Johnny May et son ami, le Père Noël

Fruit de l’union d’un père blanc et d’une mère inuite, Johnny May est né en 1945 à Kangiqsualujjuaq, village situé à l’embouchure de la rivière George au Nouveau-Québec. À l’âge de six ans, lors d’un vol vers le camp de pêche de son père, le pilote lui confie brièvement les commandes de l’avion. Le jeune Johnny n’aura par la suite qu’une seule idée : devenir pilote. Il réalise son premier vol solo à l’âge de 16 ans et commence sa carrière de pilote de brousse en 1962 avec son brevet en poche. Au fil des ans, il accumulera 35 000 heures de vol sur des Nordyun Norseman, Beechcraft 18, DHC-2 Beaver, DHC-3 Otter et autres appareils. Après une dizaine d’années à voler pour divers transporteurs, il retourna à Kuujjuaq pour fonder en 1974 sa propre entreprise: Johnny May’s Air Charters. Suite à la vente de son entreprise à Air Inuit en 1988, Johnny May continua d’y œuvrer comme gestionnaire de l’exploitation et pilote en chef.

DHC-2 Beaver « Pengo Pally » de Johnny May’s Air Charters

Sa passion pour l’aviation n’a d’égale que celle pour son épouse Louisa, une femme exceptionnelle qui a œuvré dans les services sociaux du Nunavik au cours d’une carrière d’une trentaine d’années, tout en élevant quatre enfants. Louisa sût très tôt qu’elle devait partager son pilote de brousse avec les autres membres de la communauté.
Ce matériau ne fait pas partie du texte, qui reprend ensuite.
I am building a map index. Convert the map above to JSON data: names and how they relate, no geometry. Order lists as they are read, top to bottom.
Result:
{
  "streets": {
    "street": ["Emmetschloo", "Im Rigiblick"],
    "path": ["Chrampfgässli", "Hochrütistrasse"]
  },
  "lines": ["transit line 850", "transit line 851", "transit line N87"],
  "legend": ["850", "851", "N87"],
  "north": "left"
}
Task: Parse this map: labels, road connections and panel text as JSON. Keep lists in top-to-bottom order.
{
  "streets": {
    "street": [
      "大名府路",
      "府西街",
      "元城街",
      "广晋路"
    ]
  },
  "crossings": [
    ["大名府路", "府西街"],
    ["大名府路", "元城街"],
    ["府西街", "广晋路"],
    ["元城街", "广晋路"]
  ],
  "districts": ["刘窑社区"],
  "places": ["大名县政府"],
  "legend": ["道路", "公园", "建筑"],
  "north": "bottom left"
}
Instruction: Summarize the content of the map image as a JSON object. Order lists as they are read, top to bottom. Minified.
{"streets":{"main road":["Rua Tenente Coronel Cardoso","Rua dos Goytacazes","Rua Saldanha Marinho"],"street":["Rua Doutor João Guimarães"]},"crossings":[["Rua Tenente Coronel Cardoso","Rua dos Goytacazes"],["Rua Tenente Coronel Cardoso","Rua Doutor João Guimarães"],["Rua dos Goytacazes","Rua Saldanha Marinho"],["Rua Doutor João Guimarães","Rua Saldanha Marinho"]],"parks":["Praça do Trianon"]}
De retour d’une mission urgente, Johnny arriva quatre heures en retard à leur cérémonie de mariage ! Malgré son métier que l’amenait à s’absenter fréquemment de la maison pour des périodes parfois longues, Johnny avait toujours en tête sa chérie. Sur le flanc de son appareil DHC-2 Beaver fétiche qu’il pilota pendant une quarantaine d’années, il avait inscrit en inuktitut « Pengo Pally », ce qui signifie « Tu me manques ».

Louisa et Johnny

Vendu à un particulier en 2012, ce DHC-2 arborant toujours son inscription « Pengo Pally » fut malheureusement détruit lors d’un tragique écrasement le 12 juillet 2019. Clin d’œil à nos cousins français, ce même appareil  (# série 56-0393) a volé en France sous les couleurs de l’US Army dans les années 1960.

DHC-2 Beaver (56-0393) à Toussus-le-Noble, France

En terminant sur une note plus joyeuse, mentionnons que la brasserie artisanale Bush Pilot Brewing Company a nommé une de ses créations « Pengo Pally » en l’honneur de Johnny May. Voilà certainement une bière digne d’être servie au Bar de l’escadrille !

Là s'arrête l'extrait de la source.